A diretora da Activa, Gloria Requena, explicou à IPS que, entre as causas identificadas, existem algumas de ordem estrutural e psicológica, e outras que têm a ver com falhas no âmbito legislativo. “Quanto às causas estruturais, isto tem a ver com a subvalorização que se faz das mulheres. Lamentavelmente, as campanhas criadas para enfrentar a violência geram mais violência e não atacam as causas da mesma”, observou.
Requena acrescentou que o diálogo no Chile se perdeu desde o político até as relações familiares. “O que observamos é que os casais não têm ferramentas para o diálogo e o Estado não as está entregando. Os subconflitos hoje em dia são solucionados de maneira cada vez mais violenta ou diretamente por meio de fatos de sangue”, destacou a ex-chefe da Divisão de Segurança Cidadã do governo da presidente Michelle Bachelet (2006-2010).
A pesquisa da Activa também mostra um aumento da crueldade em relação à vítima nos casos de feminicídio, nos quais a morte é acompanhada por múltiplas formas de maus-tratos e sofisticações nas agressões, especialmente quando se verifica o uso de armas brancas nesses crimes. “Houve recrudescimento não só da violência intrafamiliar como também de outras figuras delitivas, como lesões, homicídio, que dão conta da resolução de conflitos por via da força e não pelo diálogo”, pontuou Requena.
A pesquisa registra que as principais causas da violência seriam ciúmes e desejo de vingança, produto da rejeição pela mulher das pretensões amorosas de seu agressor. Entre os meios empregados para executar o feminicídio nota-se um aumento no uso de armas brancas e de fogo, que chega a 73%, seguido por asfixia, com 14%, e objetos contundentes, com 10%.
Sobre as armas brancas e de fogo, o estudo constatou que o agressor acrescentava sua violência e os corpos das vítimas apresentavam múltiplos ferimentos, o que significa maior nível de violência que não se satisfaz após provocar a morte. A maioria das vítimas tem entre 20 e 39 anos de idade, período de consolidação do casal e, em especial, da convivência. Os agressores têm entre 20 e 59 anos, embora preocupe o crescimento na faixa etária entre 20 e 39 anos em 2012.

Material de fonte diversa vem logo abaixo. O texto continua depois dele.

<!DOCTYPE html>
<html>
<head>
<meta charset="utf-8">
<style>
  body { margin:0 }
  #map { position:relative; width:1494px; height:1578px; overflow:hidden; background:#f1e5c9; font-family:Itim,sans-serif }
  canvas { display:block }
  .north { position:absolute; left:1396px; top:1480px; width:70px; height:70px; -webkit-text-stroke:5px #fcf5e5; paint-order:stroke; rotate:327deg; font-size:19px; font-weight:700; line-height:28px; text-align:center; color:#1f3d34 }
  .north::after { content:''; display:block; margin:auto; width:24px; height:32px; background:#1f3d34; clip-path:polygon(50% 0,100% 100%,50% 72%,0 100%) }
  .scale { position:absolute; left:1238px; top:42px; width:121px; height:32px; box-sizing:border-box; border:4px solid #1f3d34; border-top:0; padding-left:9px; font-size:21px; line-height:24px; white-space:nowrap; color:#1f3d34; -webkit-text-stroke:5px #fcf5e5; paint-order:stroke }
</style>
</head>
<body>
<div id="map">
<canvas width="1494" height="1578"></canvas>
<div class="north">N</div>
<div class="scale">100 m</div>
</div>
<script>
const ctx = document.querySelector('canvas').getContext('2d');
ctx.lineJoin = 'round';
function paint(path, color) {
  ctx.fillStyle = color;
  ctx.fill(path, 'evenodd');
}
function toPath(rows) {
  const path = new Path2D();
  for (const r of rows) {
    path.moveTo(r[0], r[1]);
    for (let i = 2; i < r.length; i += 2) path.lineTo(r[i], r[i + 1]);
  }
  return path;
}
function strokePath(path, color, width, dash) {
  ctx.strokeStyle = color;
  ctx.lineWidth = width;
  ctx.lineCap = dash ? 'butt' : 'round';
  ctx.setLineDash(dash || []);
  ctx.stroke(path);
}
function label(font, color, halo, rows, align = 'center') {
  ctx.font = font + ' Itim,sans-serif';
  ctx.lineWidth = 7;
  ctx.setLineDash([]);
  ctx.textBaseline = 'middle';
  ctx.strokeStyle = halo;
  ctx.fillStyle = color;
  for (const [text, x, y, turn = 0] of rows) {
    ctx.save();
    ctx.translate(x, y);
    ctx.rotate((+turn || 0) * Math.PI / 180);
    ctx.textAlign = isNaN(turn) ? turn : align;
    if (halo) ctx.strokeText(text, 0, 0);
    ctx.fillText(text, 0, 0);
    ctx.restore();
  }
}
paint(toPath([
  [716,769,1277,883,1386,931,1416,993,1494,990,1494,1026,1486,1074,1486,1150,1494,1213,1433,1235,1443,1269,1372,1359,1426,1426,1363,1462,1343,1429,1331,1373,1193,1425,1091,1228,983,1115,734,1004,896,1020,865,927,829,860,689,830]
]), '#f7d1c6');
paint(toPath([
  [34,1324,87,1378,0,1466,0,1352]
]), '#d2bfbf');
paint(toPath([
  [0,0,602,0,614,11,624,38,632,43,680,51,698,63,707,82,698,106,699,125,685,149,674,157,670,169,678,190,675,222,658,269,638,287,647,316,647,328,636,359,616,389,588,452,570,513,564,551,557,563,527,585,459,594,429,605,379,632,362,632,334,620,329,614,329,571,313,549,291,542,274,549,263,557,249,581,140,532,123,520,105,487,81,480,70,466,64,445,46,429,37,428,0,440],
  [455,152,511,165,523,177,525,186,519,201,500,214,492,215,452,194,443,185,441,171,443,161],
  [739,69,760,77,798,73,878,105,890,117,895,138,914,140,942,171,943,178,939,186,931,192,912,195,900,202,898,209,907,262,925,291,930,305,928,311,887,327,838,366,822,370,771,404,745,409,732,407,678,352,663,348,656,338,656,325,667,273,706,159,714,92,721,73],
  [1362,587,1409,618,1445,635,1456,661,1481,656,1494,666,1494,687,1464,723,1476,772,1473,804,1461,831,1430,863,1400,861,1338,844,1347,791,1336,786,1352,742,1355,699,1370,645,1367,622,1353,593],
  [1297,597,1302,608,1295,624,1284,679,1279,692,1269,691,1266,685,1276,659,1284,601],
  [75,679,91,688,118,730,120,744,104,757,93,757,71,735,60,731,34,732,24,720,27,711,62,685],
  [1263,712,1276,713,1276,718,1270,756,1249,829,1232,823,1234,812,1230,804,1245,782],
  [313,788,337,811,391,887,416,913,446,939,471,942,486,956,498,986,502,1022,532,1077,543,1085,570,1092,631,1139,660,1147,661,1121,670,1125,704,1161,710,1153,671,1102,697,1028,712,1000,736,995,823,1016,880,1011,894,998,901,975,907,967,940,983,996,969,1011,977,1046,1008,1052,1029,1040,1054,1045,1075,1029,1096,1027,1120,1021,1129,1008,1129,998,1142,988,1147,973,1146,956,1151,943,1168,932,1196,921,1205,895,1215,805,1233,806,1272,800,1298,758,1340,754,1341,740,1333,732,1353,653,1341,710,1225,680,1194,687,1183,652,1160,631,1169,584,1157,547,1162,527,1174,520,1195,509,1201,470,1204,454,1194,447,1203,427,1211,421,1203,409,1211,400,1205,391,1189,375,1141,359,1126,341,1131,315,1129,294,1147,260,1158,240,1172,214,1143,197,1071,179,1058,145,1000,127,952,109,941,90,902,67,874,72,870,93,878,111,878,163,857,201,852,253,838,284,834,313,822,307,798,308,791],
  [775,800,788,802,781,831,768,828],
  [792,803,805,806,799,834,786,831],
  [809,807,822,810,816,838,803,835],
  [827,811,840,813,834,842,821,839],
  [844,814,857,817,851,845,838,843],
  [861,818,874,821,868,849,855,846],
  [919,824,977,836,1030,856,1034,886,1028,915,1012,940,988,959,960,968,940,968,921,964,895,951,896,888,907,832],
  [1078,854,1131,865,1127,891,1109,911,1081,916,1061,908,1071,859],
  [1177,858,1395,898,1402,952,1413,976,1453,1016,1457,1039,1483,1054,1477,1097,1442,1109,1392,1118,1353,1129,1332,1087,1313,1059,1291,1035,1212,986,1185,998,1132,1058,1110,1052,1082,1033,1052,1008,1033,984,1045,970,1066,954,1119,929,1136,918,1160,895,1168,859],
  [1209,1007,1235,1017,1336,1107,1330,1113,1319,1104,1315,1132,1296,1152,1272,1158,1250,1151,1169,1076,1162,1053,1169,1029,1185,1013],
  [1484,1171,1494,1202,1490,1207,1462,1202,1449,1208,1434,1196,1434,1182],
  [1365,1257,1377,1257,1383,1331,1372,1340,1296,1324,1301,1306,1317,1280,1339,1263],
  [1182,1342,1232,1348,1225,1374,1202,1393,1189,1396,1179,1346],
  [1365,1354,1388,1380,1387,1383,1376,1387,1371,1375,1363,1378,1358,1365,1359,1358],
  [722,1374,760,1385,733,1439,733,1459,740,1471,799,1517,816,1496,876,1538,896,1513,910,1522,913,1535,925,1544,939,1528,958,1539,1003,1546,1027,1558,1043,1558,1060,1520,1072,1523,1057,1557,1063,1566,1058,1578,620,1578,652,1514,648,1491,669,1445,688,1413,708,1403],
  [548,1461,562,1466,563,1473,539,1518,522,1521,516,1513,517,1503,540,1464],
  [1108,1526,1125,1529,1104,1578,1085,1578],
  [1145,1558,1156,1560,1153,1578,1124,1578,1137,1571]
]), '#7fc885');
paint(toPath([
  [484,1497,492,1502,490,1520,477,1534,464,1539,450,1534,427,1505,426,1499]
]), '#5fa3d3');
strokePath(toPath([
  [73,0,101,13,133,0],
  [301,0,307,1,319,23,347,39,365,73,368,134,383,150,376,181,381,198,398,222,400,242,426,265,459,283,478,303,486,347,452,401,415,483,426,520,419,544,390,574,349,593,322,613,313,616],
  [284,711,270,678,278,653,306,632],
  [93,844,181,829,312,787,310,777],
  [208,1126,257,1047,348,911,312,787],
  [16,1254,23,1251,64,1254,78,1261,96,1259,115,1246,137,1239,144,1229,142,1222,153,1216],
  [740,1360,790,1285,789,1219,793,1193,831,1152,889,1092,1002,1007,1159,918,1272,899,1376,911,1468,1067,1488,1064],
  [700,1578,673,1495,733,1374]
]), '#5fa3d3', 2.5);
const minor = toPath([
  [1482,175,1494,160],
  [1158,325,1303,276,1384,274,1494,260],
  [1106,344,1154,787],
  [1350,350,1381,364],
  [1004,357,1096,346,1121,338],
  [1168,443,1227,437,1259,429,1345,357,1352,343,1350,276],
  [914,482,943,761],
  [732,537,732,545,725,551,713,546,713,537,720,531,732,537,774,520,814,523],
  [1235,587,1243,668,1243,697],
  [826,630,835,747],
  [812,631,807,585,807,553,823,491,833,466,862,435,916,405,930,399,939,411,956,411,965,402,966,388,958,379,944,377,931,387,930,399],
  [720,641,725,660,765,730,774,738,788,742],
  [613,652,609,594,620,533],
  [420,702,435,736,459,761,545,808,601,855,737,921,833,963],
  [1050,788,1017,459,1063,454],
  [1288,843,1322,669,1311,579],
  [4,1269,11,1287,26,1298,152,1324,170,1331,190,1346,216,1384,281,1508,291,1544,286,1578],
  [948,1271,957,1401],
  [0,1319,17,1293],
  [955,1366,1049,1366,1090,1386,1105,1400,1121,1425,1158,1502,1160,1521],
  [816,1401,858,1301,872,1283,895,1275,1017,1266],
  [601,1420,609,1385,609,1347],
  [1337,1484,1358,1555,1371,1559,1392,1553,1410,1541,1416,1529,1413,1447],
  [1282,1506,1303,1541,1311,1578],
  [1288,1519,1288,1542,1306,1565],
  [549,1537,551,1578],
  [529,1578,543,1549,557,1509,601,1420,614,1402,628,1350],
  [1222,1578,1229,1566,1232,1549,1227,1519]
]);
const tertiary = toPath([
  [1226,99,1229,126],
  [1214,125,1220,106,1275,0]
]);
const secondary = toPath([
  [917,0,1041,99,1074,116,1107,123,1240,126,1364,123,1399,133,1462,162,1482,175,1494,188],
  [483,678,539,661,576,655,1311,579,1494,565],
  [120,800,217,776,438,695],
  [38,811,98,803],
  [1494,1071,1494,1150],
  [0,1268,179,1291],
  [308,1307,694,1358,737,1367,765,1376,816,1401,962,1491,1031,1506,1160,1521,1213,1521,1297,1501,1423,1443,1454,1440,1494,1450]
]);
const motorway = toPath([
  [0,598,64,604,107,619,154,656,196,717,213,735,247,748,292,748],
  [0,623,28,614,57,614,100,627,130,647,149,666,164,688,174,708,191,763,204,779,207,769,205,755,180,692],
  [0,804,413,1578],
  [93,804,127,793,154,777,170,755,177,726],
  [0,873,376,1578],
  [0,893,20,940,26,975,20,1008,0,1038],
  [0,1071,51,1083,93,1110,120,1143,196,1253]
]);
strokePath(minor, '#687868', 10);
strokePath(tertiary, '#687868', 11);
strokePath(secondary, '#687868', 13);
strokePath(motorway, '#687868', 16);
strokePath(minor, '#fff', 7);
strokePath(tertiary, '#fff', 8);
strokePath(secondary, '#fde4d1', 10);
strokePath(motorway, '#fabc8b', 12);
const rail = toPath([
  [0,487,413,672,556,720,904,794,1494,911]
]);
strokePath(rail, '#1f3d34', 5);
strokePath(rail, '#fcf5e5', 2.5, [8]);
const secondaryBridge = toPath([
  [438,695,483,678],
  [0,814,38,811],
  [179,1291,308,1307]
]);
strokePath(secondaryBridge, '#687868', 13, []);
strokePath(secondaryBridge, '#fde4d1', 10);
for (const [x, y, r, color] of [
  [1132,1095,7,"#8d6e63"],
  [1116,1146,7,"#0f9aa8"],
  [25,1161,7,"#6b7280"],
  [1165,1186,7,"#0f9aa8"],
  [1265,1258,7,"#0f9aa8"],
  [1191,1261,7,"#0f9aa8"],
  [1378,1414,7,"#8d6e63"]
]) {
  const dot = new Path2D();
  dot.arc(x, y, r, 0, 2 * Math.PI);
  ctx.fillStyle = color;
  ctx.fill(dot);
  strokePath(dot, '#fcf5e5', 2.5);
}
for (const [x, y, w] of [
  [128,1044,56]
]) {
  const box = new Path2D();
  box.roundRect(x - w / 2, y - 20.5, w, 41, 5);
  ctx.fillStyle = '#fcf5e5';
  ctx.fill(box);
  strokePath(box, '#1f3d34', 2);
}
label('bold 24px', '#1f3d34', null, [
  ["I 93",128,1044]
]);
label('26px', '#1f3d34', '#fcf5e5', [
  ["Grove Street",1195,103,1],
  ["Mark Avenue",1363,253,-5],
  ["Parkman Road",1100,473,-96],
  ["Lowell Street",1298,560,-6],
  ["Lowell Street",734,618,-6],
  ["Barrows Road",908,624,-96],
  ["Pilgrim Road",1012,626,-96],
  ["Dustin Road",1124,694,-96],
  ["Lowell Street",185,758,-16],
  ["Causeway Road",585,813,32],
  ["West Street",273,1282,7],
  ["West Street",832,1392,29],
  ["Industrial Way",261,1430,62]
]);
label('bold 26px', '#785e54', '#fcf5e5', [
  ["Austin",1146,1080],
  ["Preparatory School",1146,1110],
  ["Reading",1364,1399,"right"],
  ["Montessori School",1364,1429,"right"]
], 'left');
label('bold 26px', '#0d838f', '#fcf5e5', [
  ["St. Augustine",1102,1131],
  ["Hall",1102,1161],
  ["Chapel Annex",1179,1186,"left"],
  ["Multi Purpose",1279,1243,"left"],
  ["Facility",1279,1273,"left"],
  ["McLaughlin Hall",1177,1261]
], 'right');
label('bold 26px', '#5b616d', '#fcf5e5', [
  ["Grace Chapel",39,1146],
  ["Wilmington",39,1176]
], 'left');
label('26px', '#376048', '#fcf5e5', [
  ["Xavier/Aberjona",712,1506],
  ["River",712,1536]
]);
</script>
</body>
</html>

O Chile conta, desde outubro de 2005, com uma lei de violência intrafamiliar que, entre outras coisas, estabelece a criação dos tribunais de família. Esta lei foi complementada cinco anos depois com a Lei de Feminicídio, que define este crime como a morte violenta de uma mulher pelo abuso do poder de gênero e que ocorre dentro de uma relação de casal, atual ou passada. No entanto, este conceito é criticado pelas organizações feministas, segundo as quais ele exclui outras formas de violência contra a mulher, que se estabelecem em diversos contextos.

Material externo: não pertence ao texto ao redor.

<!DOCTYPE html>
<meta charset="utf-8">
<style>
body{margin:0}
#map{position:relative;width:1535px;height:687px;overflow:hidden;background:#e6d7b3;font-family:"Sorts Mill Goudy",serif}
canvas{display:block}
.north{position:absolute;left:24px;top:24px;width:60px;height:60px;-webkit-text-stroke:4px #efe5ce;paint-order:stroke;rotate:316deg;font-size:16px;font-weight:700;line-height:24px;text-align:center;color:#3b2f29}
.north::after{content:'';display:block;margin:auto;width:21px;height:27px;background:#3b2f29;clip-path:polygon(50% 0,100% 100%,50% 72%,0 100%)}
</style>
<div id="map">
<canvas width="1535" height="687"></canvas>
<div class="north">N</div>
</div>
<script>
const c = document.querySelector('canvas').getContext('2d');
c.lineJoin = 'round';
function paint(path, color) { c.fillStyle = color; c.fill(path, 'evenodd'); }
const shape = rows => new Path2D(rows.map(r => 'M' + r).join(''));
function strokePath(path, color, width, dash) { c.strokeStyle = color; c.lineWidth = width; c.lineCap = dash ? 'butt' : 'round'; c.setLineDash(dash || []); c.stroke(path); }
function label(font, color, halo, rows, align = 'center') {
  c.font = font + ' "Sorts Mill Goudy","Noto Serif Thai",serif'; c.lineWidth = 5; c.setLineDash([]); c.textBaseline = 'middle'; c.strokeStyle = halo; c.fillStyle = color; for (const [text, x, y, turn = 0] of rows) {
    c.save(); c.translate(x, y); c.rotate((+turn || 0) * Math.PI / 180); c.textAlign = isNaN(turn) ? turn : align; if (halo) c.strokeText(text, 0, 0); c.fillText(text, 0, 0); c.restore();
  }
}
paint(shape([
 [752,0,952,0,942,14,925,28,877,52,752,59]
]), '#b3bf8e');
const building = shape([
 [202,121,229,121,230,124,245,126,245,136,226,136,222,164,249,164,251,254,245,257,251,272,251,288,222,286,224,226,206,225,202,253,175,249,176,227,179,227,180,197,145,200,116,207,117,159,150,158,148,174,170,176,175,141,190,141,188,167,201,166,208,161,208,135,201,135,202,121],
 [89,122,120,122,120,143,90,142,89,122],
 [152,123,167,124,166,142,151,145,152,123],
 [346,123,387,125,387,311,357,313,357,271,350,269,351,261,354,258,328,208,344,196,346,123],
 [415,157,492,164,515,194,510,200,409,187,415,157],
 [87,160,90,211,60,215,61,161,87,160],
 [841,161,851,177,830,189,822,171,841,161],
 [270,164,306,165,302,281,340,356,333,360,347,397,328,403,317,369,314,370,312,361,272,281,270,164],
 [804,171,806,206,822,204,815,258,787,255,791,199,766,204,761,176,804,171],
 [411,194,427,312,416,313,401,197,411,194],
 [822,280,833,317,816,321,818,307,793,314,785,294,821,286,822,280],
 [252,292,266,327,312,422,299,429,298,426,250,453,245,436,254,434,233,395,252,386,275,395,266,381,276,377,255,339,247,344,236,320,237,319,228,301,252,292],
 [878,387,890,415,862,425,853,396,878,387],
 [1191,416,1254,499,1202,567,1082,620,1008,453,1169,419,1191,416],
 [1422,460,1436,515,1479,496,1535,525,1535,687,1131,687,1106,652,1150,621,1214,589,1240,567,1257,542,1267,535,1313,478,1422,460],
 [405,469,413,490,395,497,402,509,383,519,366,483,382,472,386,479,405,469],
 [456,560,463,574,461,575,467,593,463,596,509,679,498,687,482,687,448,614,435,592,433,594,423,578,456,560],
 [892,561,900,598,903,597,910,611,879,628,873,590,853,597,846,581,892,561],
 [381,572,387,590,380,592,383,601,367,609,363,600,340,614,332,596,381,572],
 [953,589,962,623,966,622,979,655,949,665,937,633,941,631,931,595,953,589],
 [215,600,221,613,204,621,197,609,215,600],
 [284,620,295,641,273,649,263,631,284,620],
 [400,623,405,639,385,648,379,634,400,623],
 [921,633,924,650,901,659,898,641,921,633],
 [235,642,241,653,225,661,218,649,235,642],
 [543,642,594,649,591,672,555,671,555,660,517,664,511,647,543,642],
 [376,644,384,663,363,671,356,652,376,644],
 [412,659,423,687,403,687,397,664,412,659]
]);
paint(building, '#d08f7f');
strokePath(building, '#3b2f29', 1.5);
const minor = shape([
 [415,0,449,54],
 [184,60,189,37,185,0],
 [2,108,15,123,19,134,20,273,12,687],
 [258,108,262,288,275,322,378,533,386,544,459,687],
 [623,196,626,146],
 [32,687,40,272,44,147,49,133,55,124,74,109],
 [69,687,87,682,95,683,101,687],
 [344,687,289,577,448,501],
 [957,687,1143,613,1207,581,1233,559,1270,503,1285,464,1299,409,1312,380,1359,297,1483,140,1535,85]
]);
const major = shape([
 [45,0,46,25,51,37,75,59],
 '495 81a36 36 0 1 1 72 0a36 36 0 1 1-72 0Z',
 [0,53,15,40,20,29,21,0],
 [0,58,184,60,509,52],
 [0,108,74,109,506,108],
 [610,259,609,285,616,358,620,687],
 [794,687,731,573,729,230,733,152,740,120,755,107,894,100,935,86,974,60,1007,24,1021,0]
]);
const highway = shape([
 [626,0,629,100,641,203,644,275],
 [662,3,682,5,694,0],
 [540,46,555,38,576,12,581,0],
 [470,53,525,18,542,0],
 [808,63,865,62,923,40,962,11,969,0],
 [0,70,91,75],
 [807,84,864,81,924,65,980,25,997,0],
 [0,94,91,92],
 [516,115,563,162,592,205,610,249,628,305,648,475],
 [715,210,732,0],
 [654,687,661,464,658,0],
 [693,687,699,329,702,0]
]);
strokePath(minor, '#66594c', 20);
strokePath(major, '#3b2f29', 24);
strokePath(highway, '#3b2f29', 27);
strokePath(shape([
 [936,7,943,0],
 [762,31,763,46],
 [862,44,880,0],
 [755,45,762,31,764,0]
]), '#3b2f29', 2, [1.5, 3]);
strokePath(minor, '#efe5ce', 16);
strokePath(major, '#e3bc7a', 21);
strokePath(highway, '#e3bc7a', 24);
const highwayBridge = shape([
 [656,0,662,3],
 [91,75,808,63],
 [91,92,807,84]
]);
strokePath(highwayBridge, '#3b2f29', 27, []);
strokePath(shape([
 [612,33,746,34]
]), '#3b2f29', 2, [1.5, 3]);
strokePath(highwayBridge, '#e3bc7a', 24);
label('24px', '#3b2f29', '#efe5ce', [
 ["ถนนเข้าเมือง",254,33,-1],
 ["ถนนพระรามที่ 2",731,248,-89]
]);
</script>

“No Chile se legisla sobre o tema da violência de maneira fragmentada, só a intrafamiliar, deixando fora a agressão durante o noivado, por exemplo”, apontou Carolina Carrera, presidente da não governamental Corporação Humanas. “Aqui não há uma lei que incorpore toda a violência de gênero que estamos vivendo: desde a sexual policial até a intrafamiliar”, disse à IPS.
“Nosso país mostra permanentemente uma cara bonita e deixa estes temas debaixo do tapete. Somos um país hipócrita como sempre fomos, e isso é o mais grave”, ressaltou Carrera. Para ela, o movimento feminista conseguiu dar visibilidade ao tema da violência contra a mulher. O problema é que, segundo o estudo, “parece que estamos retrocedendo”, acrescentou. “A pergunta é o que estão fazendo este governo e as políticas públicas para evitar tudo isso”, questionou Carrera.
“Não há política de prevenção contra a violência que seja permanente e sistemática no tempo. Tampouco há um programa educacional desde a primeira infância que esteja permanentemente focado nisto”, enfatizou. Requena concorda com Carrera. “Deve-se reformar a definição de sujeitos protegidos, a incapacidade das medidas cautelares para proteger as vítimas. A legislação atual não define o que entendemos por maltrato nem quantas vezes uma mulher deve apanhar e se ver vulnerada em seus direitos para que a lei a proteja”, indicou.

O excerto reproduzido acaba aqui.